Attorney General Ghoolam Vahanvati has told the Supreme Court that the prosecution does not intend to proceed against Marines Massimiliano Latorre and Salvatore Girone under the anti-piracy section of the Suppression of Unlawful Acts. He gave no reason for this step on the part of the government.
Khurshid said it was a reasonable and objective stand of the Indian Government in the apex court.
"This is the most reasonable and objective thing that we could have done. There may have been decisions in the past that created confusion about one aspect that have been clarified before the court. Now the court will finally decide what it thinks is the right thing to do, and it will make a pronouncement which we will follow," Khurshid said.
Khurshid has also blamed former Home Secretary and now BJP leader Raj Kumar Singh for delaying action on the case that created diplomatic tension between the two countries.
"The Supreme Court has to address something again and again. Who should be responsible for it? Who would be responsible for it? I would imagine the person who is in the hot seat. Who has to take the decision? He would be responsible. Don't ask me.
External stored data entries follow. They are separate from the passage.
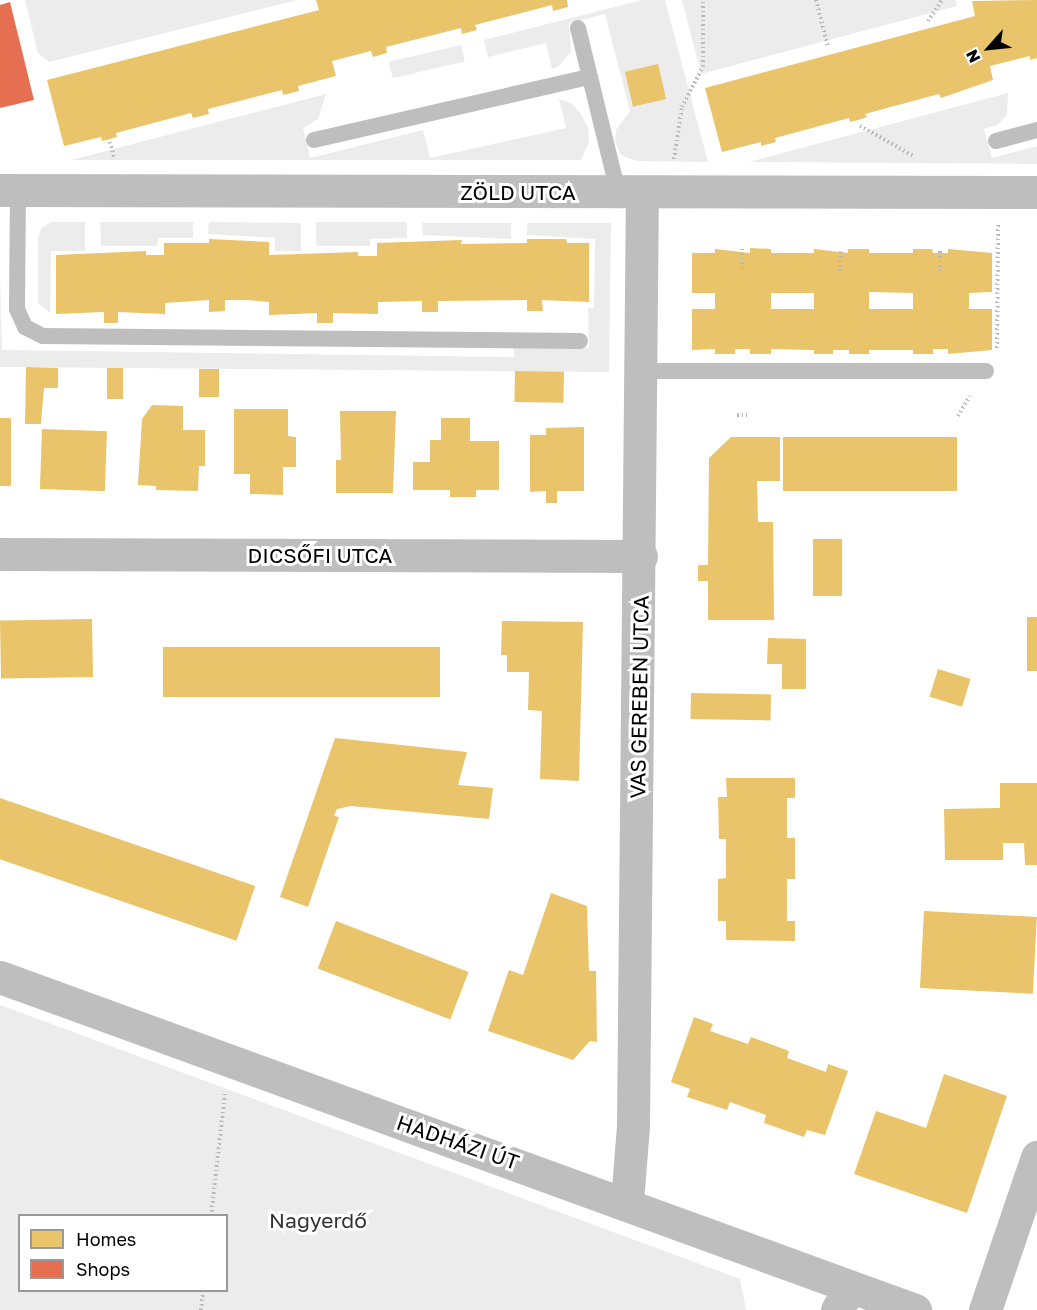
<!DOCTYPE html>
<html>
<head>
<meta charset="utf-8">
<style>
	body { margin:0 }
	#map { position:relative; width:1037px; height:1310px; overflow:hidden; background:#fff; font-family:"Golos Text",sans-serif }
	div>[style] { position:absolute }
	.green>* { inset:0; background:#ececec; transform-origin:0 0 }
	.homes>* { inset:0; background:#e9c46a; transform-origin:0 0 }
	.shops>* { inset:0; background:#e76f51 }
	.path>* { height:4px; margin-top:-2px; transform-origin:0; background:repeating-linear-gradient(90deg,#b9b9b9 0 1.5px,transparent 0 4.5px) }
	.service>* { height:16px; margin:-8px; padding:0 8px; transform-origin:8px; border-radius:8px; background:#bebebe }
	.minor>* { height:33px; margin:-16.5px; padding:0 16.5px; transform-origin:16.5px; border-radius:16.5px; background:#bebebe }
	.tertiary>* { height:33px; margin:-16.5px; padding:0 16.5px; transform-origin:16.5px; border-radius:16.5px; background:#bebebe }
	span { translate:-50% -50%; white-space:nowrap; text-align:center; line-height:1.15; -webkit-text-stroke:6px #fff; paint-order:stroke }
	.street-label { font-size:21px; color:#000 }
	.park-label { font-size:21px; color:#333 }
	.legend { position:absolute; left:18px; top:1214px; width:210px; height:78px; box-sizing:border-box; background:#fff; border:2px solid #999; margin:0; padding:8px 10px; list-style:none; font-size:18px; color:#000 }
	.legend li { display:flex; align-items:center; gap:12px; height:30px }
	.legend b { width:30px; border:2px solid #999 }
	.north { position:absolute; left:959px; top:18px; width:60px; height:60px; -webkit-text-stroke:4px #fff; paint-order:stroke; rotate:243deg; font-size:16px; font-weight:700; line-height:24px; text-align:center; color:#000 }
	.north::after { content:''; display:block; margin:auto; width:21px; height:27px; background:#000; clip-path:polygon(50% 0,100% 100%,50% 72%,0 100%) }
</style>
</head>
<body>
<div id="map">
	<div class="green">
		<div style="clip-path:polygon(25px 0,297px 0,49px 62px,38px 53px)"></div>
		<div style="clip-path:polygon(642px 0,665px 0,708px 162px,636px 161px,621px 155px,615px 142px,616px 130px,630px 111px,605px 14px,569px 23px,571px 52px,558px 67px,552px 69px,546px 43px,488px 57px,484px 40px)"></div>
		<div style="clip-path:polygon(682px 0,955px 0,957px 6px,701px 74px)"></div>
		<div style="left:461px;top:45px;width:17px;height:74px;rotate:77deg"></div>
		<div style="clip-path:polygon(1008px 93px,1007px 115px,997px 125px,984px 129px,992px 158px,1037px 146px,1037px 164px,749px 162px)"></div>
		<div style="clip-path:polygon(326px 94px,318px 119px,303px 128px,310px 158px,423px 130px,430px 158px,566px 128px,559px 99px,571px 103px,581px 114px,588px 128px,589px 142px,581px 160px,71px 160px)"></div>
		<div style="clip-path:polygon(51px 222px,85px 222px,85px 251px,51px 251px,50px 313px,38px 303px,38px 237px,42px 228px)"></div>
		<div style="clip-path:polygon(100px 222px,193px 222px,193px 238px,158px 238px,157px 246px,101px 246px)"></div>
		<div style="clip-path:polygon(209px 222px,301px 223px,301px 251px,275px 251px,275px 238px,208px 234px)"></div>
		<div style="clip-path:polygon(316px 222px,407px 222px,407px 238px,370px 239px,370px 246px,316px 246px)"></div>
		<div style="clip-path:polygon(422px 223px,511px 223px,511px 239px,423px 235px)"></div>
		<div style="clip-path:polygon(527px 223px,611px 223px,609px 372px,0 367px,0 276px,2px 350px,514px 357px,514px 347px,589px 348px,588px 308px,594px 308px,595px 239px,527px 235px)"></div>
		<div style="clip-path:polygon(evenodd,0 1005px,740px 1279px,746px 1310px,0 1310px,0 1005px,20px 1216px,226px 1216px,226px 1290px,20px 1290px,20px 1216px)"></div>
	</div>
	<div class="homes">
		<div style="clip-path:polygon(316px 0,567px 0,568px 7px,553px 11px,552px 5px,475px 25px,477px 30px,462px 34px,461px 28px,386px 47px,387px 53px,373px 57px,371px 51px,332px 61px,336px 76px,298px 86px,299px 91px,283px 95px,282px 90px,208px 109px,209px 114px,193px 118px,191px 113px,116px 133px,117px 137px,110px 139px,102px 141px,101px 137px,64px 146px,47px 80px,319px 10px)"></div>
		<div style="clip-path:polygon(1037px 0,1037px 58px,1030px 60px,1030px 56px,990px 66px,993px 80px,941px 98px,939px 94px,865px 114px,867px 117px,858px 120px,850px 122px,849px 118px,775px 138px,776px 142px,761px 146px,761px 142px,722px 152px,705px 88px,975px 16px,972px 1px)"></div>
		<div style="left:658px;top:64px;width:36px;height:34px;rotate:77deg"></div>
		<div style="clip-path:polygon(209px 239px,269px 242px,269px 255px,358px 252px,358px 256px,377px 256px,377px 243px,462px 240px,461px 244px,527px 243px,527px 239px,566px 239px,567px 243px,589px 243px,589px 302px,542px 300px,543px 311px,527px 311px,527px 300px,438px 301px,438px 312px,422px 312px,422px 301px,378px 302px,378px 314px,333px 313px,333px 323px,317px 323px,317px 313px,269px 315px,269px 302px,246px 300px,225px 300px,225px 311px,209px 312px,209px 300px,165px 303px,165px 314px,118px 312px,118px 323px,104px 323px,104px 312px,56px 314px,56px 255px,146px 251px,146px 255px,164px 255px,164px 243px,209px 243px)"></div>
		<div style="clip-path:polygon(evenodd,750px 248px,771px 249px,771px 253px,814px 253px,814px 249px,848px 253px,848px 249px,869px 249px,869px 253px,913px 253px,913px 249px,932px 249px,933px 253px,948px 253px,948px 249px,992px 253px,992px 292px,969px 293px,969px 309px,992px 309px,992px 350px,948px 354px,948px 349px,933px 349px,933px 354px,913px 354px,913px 350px,869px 350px,869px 354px,849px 354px,849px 350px,833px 350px,833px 354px,814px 354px,814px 350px,771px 349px,771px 354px,750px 354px,750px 349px,735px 349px,735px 354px,715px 354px,715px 349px,692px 350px,692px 309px,715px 309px,715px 293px,692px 293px,692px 253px,715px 253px,715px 249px,750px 253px,750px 248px,869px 292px,913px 293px,913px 309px,869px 309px,869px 292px,750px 248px,771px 293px,814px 293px,814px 309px,771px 309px,771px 293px)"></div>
		<div style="clip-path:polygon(26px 367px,58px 368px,58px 388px,44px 388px,41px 424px,25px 424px)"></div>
		<div style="left:107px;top:368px;width:16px;height:31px"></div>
		<div style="left:199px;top:369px;width:20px;height:28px"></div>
		<div style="left:515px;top:371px;width:49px;height:31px;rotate:1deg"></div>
		<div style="clip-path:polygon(152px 405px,183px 406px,183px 430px,205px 430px,205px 466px,199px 466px,198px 491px,156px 490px,156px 486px,138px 485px,142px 419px)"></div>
		<div style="clip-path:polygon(234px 409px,288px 409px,288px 436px,296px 437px,296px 467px,283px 467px,283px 495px,250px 494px,250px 474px,234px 474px)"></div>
		<div style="clip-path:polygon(340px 411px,396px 411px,393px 493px,336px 493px,336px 460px,341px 460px)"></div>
		<div style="left:0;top:418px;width:11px;height:68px"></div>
		<div style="clip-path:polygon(441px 418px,470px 418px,470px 441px,499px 441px,499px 490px,476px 490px,476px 497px,450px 497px,450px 490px,413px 490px,413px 462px,430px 462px,430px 440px,441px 440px)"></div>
		<div style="clip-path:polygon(584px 427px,584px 491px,557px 491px,557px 503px,546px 503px,546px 491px,530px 492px,530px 435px,546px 435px,546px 428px)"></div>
		<div style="left:42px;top:429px;width:65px;height:60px;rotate:2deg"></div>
		<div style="clip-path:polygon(731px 437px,780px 437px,780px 481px,757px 481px,758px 522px,773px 522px,774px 620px,708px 620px,708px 581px,698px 581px,698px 565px,708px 565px,709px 458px)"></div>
		<div style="left:783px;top:437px;width:174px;height:54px"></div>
		<div style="left:813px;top:539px;width:29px;height:57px"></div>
		<div style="left:1027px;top:617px;width:10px;height:54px"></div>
		<div style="left:92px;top:619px;width:58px;height:92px;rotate:89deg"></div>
		<div style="clip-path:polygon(502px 621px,583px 622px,579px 781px,540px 779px,542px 711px,528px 710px,529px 672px,507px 672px,507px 655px,501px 655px)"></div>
		<div style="clip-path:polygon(768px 638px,806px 639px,806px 689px,782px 689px,782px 664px,767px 664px)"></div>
		<div style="left:163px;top:647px;width:277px;height:50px"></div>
		<div style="left:938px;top:669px;width:34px;height:29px;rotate:17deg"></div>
		<div style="left:691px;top:693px;width:80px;height:26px;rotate:1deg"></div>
		<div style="clip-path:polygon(335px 738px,467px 752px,458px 785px,493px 788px,489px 819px,351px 806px,337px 809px,334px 816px,339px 817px,308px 907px,280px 897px)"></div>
		<div style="clip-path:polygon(726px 778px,795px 778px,795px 798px,787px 798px,787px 838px,795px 838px,795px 879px,787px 879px,787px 921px,795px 921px,795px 941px,726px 940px,726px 921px,718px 921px,718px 879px,726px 878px,726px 839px,719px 839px,718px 797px,727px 797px)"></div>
		<div style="clip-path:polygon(1000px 783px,1037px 783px,1037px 865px,1025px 865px,1024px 843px,1003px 843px,1003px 860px,945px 860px,944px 809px,1000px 808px)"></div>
		<div style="left:0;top:798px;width:270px;height:58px;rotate:19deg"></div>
		<div style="clip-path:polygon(551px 893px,587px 906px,589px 971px,596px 971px,597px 1042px,590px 1041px,573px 1060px,488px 1031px,509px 970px,523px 975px)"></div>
		<div style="left:924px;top:911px;width:113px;height:77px;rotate:3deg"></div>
		<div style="left:336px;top:921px;width:142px;height:51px;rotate:21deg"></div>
		<div style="clip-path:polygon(694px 1017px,713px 1024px,710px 1031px,748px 1044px,751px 1037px,789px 1051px,787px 1058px,826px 1072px,828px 1064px,848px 1071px,825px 1135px,807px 1130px,804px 1137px,764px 1123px,766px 1115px,730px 1102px,727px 1110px,687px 1097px,690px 1089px,671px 1082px)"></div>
		<div style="clip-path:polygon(944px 1074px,1007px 1096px,967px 1213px,854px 1174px,876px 1111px,926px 1128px)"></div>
	</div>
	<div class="shops">
		<div style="clip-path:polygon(10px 2px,34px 100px,0 108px,0 5px)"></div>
	</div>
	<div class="path">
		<div style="left:816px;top:0;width:49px;rotate:75.7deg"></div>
		<div style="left:928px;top:21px;width:25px;rotate:-56deg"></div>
		<div style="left:860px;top:126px;width:62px;rotate:29.1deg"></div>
		<div style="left:110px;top:142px;width:16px;rotate:76deg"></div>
		<div style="left:674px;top:159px;width:53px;rotate:-81.3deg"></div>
		<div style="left:682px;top:107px;width:46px;rotate:-62.9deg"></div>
		<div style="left:703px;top:66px;width:66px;rotate:-90deg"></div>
		<div style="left:742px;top:249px;width:22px;rotate:90deg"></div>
		<div style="left:840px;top:271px;width:22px;rotate:-87deg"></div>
		<div style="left:940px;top:271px;width:21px;rotate:-90deg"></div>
		<div style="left:997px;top:348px;width:124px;rotate:-89.5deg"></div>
		<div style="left:737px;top:415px;width:10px"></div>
		<div style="left:958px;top:416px;width:23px;rotate:-59deg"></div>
		<div style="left:211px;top:1216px;width:123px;rotate:-83.5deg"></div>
		<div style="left:201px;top:1310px;width:20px;rotate:-84deg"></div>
	</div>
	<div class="service">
		<div style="left:578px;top:28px;width:169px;rotate:76.3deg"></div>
		<div style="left:314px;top:140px;width:283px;rotate:-12.9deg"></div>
		<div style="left:996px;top:141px;width:42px;rotate:-15deg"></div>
		<div style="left:18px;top:191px;width:118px;rotate:90.5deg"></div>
		<div style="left:17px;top:309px;width:20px;rotate:66deg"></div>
		<div style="left:25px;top:327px;width:20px;rotate:27deg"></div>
		<div style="left:43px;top:336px;width:537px;rotate:0.53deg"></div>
		<div style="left:643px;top:371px;width:343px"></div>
	</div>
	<div class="minor">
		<div style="left:0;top:190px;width:1037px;rotate:0.11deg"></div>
		<div style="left:0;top:554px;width:641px;rotate:0.18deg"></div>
		<div style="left:627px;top:1202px;width:77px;rotate:-85.5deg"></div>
		<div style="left:633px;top:1125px;width:933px;rotate:-89.45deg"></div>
		<div style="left:837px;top:1310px;width:25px;rotate:-61deg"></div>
		<div style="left:985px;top:1310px;width:162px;rotate:-71.2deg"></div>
	</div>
	<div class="tertiary">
		<div style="left:0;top:977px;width:974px;rotate:20deg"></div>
	</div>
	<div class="street-label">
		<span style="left:518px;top:192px">ZÖLD UTCA</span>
		<span style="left:320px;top:555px">DICSŐFI UTCA</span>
		<span style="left:639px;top:697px;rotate:-89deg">VAS GEREBEN UTCA</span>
		<span style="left:458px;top:1142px;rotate:19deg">HADHÁZI ÚT</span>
	</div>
	<div class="park-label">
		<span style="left:318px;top:1220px">Nagyerdő</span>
	</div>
	<ul class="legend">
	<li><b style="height:16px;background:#e9c46a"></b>Homes</li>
	<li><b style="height:16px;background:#e76f51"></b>Shops</li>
	</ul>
	<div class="north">N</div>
</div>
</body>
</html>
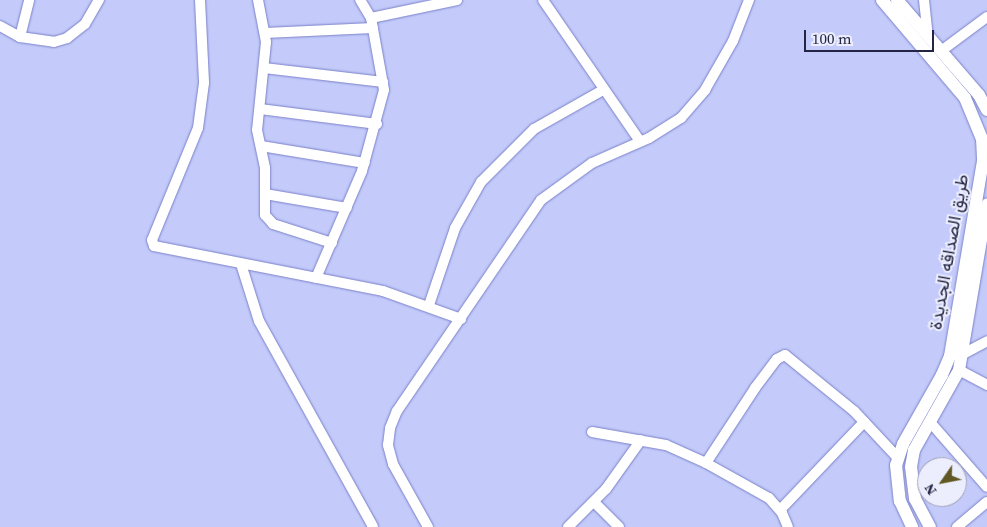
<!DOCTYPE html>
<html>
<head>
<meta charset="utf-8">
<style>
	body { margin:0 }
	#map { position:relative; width:987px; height:527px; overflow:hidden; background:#c4cbfa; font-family:"Source Serif 4",Vazirmatn,serif }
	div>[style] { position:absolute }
	.roads { filter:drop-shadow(0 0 1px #7b81ca) drop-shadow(0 0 1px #7b81ca) }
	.minor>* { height:10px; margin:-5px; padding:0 5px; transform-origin:5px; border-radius:5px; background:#fff }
	.tertiary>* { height:12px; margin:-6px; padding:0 6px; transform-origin:6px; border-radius:6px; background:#fff }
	span { translate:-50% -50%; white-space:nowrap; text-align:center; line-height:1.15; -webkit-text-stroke:4px #eceefe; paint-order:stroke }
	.street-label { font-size:18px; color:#232543 }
	.north { position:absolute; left:917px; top:457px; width:50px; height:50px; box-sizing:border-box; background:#eceefe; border:1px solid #9c9eb3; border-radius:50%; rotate:237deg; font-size:14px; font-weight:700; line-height:20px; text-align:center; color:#232543 }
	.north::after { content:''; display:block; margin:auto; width:18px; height:22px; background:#605723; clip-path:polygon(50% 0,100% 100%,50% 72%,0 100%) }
	.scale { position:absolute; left:804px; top:30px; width:130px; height:22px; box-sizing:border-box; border:2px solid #232543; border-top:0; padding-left:6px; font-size:15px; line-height:18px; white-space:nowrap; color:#232543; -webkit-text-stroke:4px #eceefe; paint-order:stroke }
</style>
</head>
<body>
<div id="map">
	<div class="roads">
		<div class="minor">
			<i style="left:200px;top:0;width:83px;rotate:87.2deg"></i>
			<i style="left:204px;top:83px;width:45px;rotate:97.6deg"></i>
			<i style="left:198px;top:128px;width:121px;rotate:112.3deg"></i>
			<i style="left:152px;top:240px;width:6px;rotate:72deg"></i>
			<i style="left:154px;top:246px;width:233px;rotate:11.1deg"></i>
			<i style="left:383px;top:291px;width:83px;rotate:19.7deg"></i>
			<i style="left:258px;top:0;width:43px;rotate:79.2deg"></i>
			<i style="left:266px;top:42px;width:88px;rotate:95.8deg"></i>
			<i style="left:257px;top:130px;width:39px;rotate:78deg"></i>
			<i style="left:265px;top:168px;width:47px;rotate:90deg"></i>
			<i style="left:265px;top:215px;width:12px;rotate:48deg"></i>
			<i style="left:273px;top:224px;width:62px;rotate:17.9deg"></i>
			<i style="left:543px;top:0;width:171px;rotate:55.5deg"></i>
			<i style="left:924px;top:0;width:36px;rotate:84deg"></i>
			<i style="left:371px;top:18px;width:88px;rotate:-11.8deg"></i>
			<i style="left:0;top:26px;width:23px;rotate:29deg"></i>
			<i style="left:20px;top:37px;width:34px;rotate:8deg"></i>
			<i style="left:54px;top:42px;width:14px;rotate:-17deg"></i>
			<i style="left:67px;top:38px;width:23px;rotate:-38deg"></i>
			<i style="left:85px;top:24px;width:28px;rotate:-60deg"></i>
			<i style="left:265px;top:33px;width:108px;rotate:-2.7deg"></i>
			<i style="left:20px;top:37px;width:38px;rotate:-76deg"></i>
			<i style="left:941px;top:51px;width:57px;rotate:-36.5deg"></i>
			<i style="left:264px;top:68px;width:120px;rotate:6.7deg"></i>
			<i style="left:260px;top:109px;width:118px;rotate:7.3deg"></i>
			<i style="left:261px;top:146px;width:105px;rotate:9.3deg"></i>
			<i style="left:265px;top:194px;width:83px;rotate:9.7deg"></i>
			<i style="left:241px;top:264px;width:60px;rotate:72.5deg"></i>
			<i style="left:259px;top:321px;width:235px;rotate:61deg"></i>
			<i style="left:316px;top:278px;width:116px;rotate:-66.7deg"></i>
			<i style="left:362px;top:171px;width:84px;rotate:-74.8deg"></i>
			<i style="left:384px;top:90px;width:73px;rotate:-100.2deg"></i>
			<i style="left:371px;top:18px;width:21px;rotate:-121deg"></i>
			<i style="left:429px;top:305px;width:81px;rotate:-71.3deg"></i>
			<i style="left:455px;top:228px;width:53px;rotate:-60.5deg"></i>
			<i style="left:481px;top:182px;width:75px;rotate:-45deg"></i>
			<i style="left:534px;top:129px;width:79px;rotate:-29.5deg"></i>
			<i style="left:963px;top:354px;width:27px;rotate:-28deg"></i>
			<i style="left:959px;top:370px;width:32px;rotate:28deg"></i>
			<i style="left:930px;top:422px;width:86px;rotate:48.8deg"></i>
			<i style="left:592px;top:432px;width:75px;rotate:10deg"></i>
			<i style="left:666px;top:445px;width:44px;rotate:24.2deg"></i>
			<i style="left:706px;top:463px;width:72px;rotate:29.1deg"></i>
			<i style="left:769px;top:498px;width:20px;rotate:49deg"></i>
			<i style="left:782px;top:513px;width:15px;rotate:67deg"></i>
			<i style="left:706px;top:463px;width:90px;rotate:-56.8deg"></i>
			<i style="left:755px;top:388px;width:36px;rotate:-53deg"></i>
			<i style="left:777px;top:359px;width:9px;rotate:-27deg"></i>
			<i style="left:785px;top:355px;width:89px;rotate:39.1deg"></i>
			<i style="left:854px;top:411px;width:64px;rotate:46.9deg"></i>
			<i style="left:595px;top:503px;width:34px;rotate:45deg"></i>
			<i style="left:780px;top:510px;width:122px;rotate:-46.3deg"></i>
			<i style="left:428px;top:527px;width:72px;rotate:-119.1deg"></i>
			<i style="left:393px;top:464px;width:20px;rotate:-105deg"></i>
			<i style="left:388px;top:445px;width:17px;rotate:-83deg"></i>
			<i style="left:390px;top:428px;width:18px;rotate:-68deg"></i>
			<i style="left:397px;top:411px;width:255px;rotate:-55.7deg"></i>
			<i style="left:541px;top:200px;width:63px;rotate:-36deg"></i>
			<i style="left:592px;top:163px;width:62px;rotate:-23.7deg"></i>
			<i style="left:649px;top:138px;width:38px;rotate:-32deg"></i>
			<i style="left:681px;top:118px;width:37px;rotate:-49deg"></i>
			<i style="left:705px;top:90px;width:56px;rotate:-60.3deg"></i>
			<i style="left:733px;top:41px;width:44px;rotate:-68.7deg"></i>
			<i style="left:568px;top:527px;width:54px;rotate:-45deg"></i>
			<i style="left:606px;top:489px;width:60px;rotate:-54.5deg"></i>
			<i style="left:957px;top:527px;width:39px;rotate:-40deg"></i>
		</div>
		<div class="tertiary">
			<i style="left:882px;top:0;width:128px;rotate:49.7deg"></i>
			<i style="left:965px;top:98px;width:44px;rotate:67.5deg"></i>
			<i style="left:982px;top:139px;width:22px;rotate:87deg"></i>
			<i style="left:983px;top:161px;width:198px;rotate:99.6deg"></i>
			<i style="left:950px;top:356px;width:21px;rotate:113deg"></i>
			<i style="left:942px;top:375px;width:79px;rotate:119.5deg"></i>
			<i style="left:903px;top:444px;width:22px;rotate:108deg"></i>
			<i style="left:896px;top:465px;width:36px;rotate:84deg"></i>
			<i style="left:900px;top:501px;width:29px;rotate:65deg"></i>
			<i style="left:897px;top:0;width:125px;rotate:49.2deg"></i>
			<i style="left:979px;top:95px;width:17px;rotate:62deg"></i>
			<i style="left:930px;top:527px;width:32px;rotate:-118deg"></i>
			<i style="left:915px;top:499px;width:32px;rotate:-97deg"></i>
			<i style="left:911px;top:467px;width:17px;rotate:-80deg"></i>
			<i style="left:914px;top:450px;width:92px;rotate:-60.6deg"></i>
			<i style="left:959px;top:370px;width:168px;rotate:-80.4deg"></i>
		</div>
	</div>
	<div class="street-label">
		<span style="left:949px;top:252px;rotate:-80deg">طريق الصداقه الجديدة</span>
	</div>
	<div class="north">N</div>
	<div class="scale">100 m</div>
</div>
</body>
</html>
Why don't you ask the person who has taken that decision on whether they have done the right thing, or they haven't," he added.
Italy had strongly opposed India invoking the law, arguing that it would amount to treating the men as "terrorists" and last week it recalled its ambassador to New Delhi in protest against the delay in the two-year-old case.
The marines who are part of a military security team protecting a privately-owned cargo ship, say they mistook the fishermen for pirates, and fired warning shots into the water during the incident in February 2012, off the coast of Kerala state.
The government had originally sought to prosecute the marines under the piracy law partly because the incident occurred outside the geographical area covered by the country's criminal code.
The men can still be tried under India's criminal laws, but the punishment there in case of a conviction is ordinarily less stringent than under the piracy law.